_ASSIGNMENT:_ Below is a block of entries, which should be copied verbatim apart from the pictures.

_PROVIDED RECORDS:_
=== Begin Enclosure ===

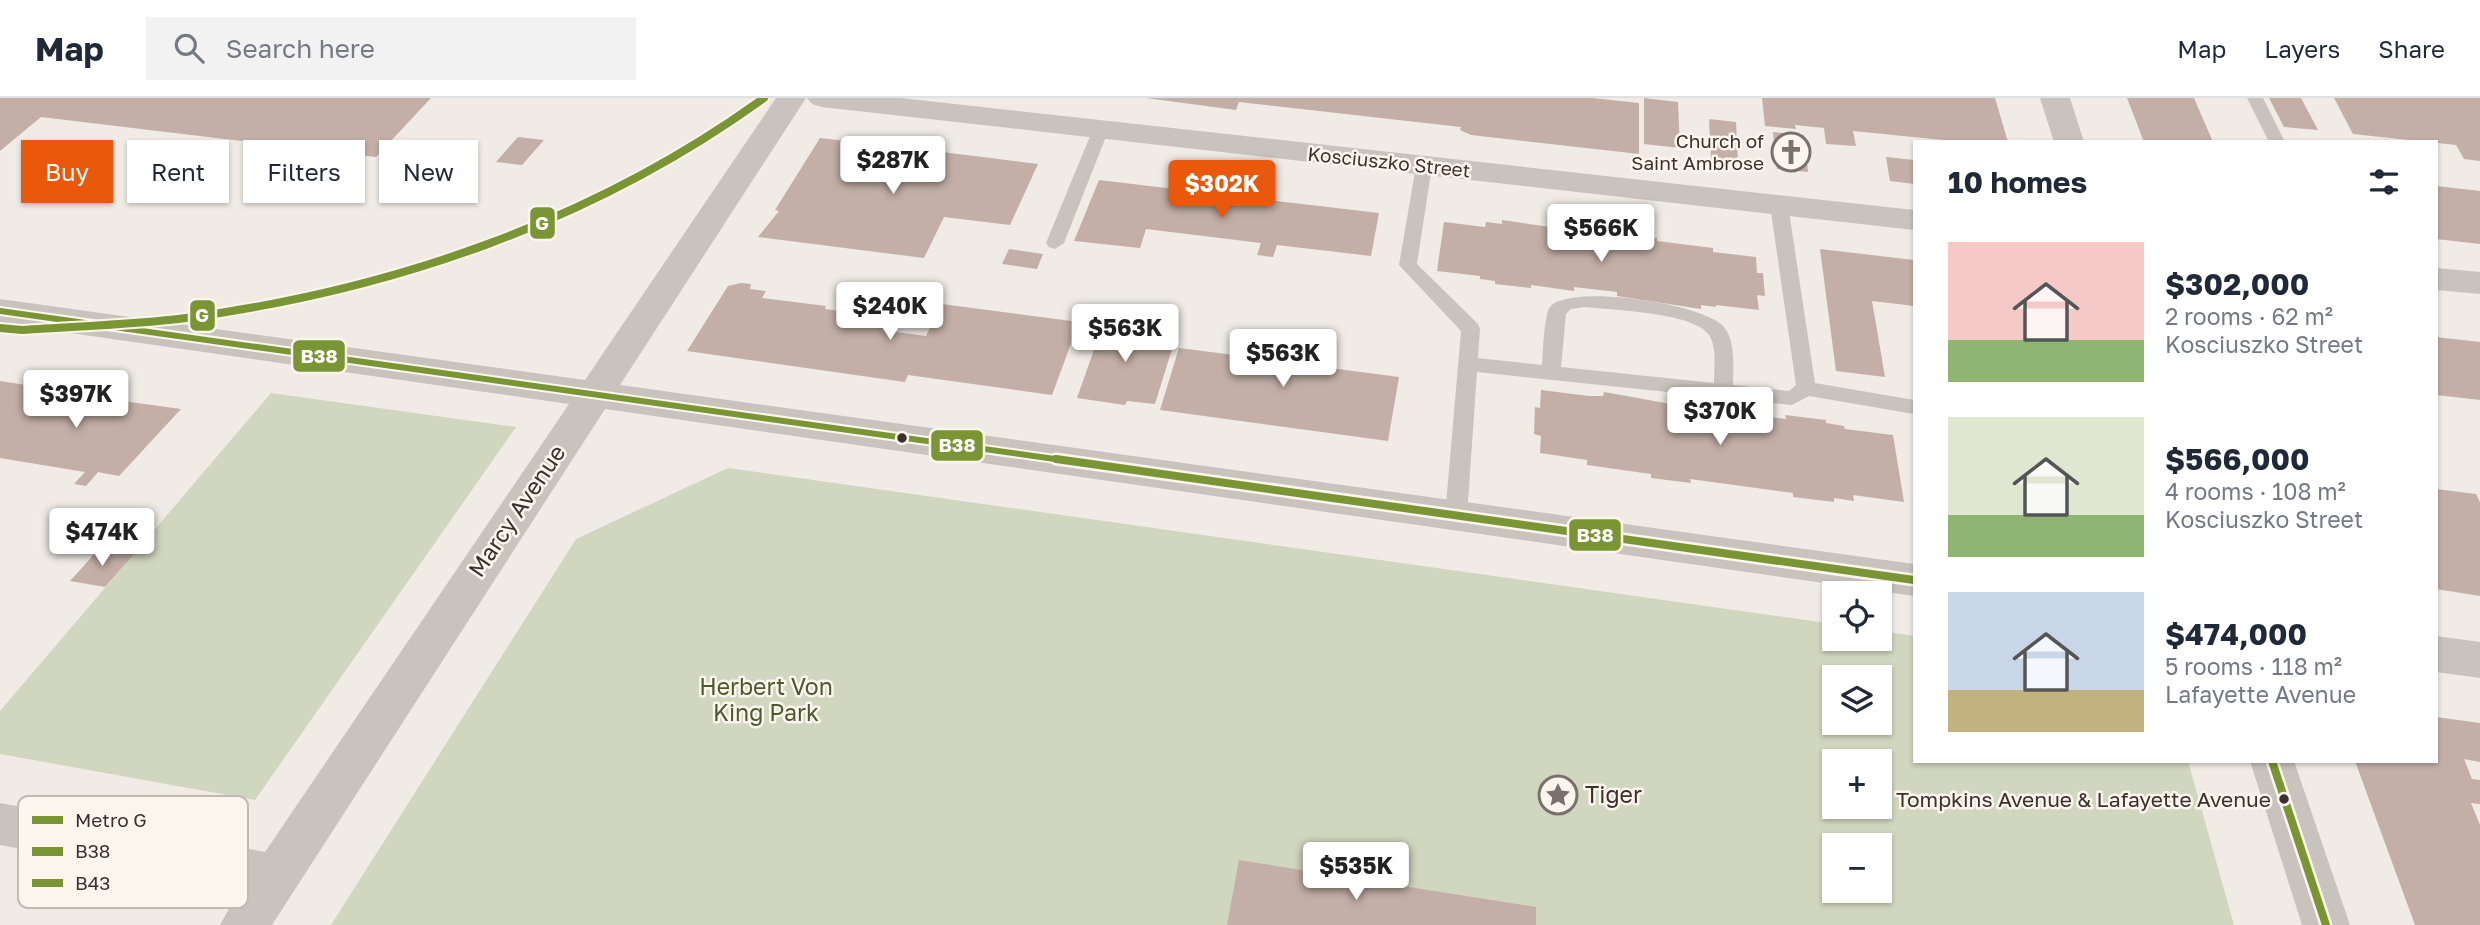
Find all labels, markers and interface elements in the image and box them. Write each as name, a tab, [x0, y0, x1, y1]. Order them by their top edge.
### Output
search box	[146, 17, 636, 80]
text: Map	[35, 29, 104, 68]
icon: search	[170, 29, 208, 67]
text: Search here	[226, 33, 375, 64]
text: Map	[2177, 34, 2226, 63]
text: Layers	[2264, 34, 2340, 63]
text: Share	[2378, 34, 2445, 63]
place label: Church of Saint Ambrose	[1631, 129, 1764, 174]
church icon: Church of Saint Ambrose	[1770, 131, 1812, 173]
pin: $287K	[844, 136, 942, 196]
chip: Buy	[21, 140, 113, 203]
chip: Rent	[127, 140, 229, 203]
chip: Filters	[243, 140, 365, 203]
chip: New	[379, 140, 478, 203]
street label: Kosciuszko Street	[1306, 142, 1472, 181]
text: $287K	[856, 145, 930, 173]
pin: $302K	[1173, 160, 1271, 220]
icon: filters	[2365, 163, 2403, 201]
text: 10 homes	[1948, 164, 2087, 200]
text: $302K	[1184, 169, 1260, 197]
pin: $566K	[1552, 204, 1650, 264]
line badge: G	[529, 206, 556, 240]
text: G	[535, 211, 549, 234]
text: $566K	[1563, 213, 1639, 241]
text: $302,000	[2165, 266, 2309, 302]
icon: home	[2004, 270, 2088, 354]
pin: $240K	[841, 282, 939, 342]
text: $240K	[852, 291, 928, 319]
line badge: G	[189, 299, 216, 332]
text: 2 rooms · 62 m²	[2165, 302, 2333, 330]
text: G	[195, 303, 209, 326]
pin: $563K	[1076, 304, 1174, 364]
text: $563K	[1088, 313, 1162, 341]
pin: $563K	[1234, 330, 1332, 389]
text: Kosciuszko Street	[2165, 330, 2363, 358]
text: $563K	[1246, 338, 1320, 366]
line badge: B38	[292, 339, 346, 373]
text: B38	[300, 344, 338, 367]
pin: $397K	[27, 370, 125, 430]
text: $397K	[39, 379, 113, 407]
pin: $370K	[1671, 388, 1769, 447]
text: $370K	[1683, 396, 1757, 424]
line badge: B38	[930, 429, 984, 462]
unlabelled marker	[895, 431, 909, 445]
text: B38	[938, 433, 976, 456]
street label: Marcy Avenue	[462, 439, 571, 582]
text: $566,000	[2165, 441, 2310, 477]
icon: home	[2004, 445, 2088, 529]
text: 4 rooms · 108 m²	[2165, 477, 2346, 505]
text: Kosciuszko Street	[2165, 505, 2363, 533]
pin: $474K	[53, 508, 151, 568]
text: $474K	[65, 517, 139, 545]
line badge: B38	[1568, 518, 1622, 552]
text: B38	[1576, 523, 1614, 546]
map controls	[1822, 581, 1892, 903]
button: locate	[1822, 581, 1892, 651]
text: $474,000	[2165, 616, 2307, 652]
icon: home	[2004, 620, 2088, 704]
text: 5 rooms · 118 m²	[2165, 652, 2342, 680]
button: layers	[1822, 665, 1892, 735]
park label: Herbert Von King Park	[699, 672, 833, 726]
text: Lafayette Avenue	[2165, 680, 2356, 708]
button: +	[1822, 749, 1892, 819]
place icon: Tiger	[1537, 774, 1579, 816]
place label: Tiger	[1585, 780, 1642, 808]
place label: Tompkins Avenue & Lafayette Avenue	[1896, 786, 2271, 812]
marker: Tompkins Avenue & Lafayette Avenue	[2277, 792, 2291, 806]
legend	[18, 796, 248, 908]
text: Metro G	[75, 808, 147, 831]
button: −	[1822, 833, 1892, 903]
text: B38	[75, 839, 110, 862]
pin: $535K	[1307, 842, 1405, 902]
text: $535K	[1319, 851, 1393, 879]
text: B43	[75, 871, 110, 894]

=== End Enclosure ===

_TASK OUTPUT:_
Find all labels, markers and interface elements in the image and box them. Write each as name, a tab, [x0, y0, x1, y1]. Order them by their top edge.
### Output
search box	[146, 17, 636, 80]
text: Map	[35, 29, 104, 68]
icon: search	[170, 29, 208, 67]
text: Search here	[226, 33, 375, 64]
text: Map	[2177, 34, 2226, 63]
text: Layers	[2264, 34, 2340, 63]
text: Share	[2378, 34, 2445, 63]
place label: Church of Saint Ambrose	[1631, 129, 1764, 174]
church icon: Church of Saint Ambrose	[1770, 131, 1812, 173]
pin: $287K	[844, 136, 942, 196]
chip: Buy	[21, 140, 113, 203]
chip: Rent	[127, 140, 229, 203]
chip: Filters	[243, 140, 365, 203]
chip: New	[379, 140, 478, 203]
street label: Kosciuszko Street	[1306, 142, 1472, 181]
text: $287K	[856, 145, 930, 173]
pin: $302K	[1173, 160, 1271, 220]
icon: filters	[2365, 163, 2403, 201]
text: 10 homes	[1948, 164, 2087, 200]
text: $302K	[1184, 169, 1260, 197]
pin: $566K	[1552, 204, 1650, 264]
line badge: G	[529, 206, 556, 240]
text: G	[535, 211, 549, 234]
text: $566K	[1563, 213, 1639, 241]
text: $302,000	[2165, 266, 2309, 302]
icon: home	[2004, 270, 2088, 354]
pin: $240K	[841, 282, 939, 342]
text: $240K	[852, 291, 928, 319]
line badge: G	[189, 299, 216, 332]
text: 2 rooms · 62 m²	[2165, 302, 2333, 330]
text: G	[195, 303, 209, 326]
pin: $563K	[1076, 304, 1174, 364]
text: $563K	[1088, 313, 1162, 341]
pin: $563K	[1234, 330, 1332, 389]
text: Kosciuszko Street	[2165, 330, 2363, 358]
text: $563K	[1246, 338, 1320, 366]
line badge: B38	[292, 339, 346, 373]
text: B38	[300, 344, 338, 367]
pin: $397K	[27, 370, 125, 430]
text: $397K	[39, 379, 113, 407]
pin: $370K	[1671, 388, 1769, 447]
text: $370K	[1683, 396, 1757, 424]
line badge: B38	[930, 429, 984, 462]
unlabelled marker	[895, 431, 909, 445]
text: B38	[938, 433, 976, 456]
street label: Marcy Avenue	[462, 439, 571, 582]
text: $566,000	[2165, 441, 2310, 477]
icon: home	[2004, 445, 2088, 529]
text: 4 rooms · 108 m²	[2165, 477, 2346, 505]
text: Kosciuszko Street	[2165, 505, 2363, 533]
pin: $474K	[53, 508, 151, 568]
text: $474K	[65, 517, 139, 545]
line badge: B38	[1568, 518, 1622, 552]
text: B38	[1576, 523, 1614, 546]
map controls	[1822, 581, 1892, 903]
button: locate	[1822, 581, 1892, 651]
text: $474,000	[2165, 616, 2307, 652]
icon: home	[2004, 620, 2088, 704]
text: 5 rooms · 118 m²	[2165, 652, 2342, 680]
button: layers	[1822, 665, 1892, 735]
park label: Herbert Von King Park	[699, 672, 833, 726]
text: Lafayette Avenue	[2165, 680, 2356, 708]
button: +	[1822, 749, 1892, 819]
place icon: Tiger	[1537, 774, 1579, 816]
place label: Tiger	[1585, 780, 1642, 808]
place label: Tompkins Avenue & Lafayette Avenue	[1896, 786, 2271, 812]
marker: Tompkins Avenue & Lafayette Avenue	[2277, 792, 2291, 806]
legend	[18, 796, 248, 908]
text: Metro G	[75, 808, 147, 831]
button: −	[1822, 833, 1892, 903]
text: B38	[75, 839, 110, 862]
pin: $535K	[1307, 842, 1405, 902]
text: $535K	[1319, 851, 1393, 879]
text: B43	[75, 871, 110, 894]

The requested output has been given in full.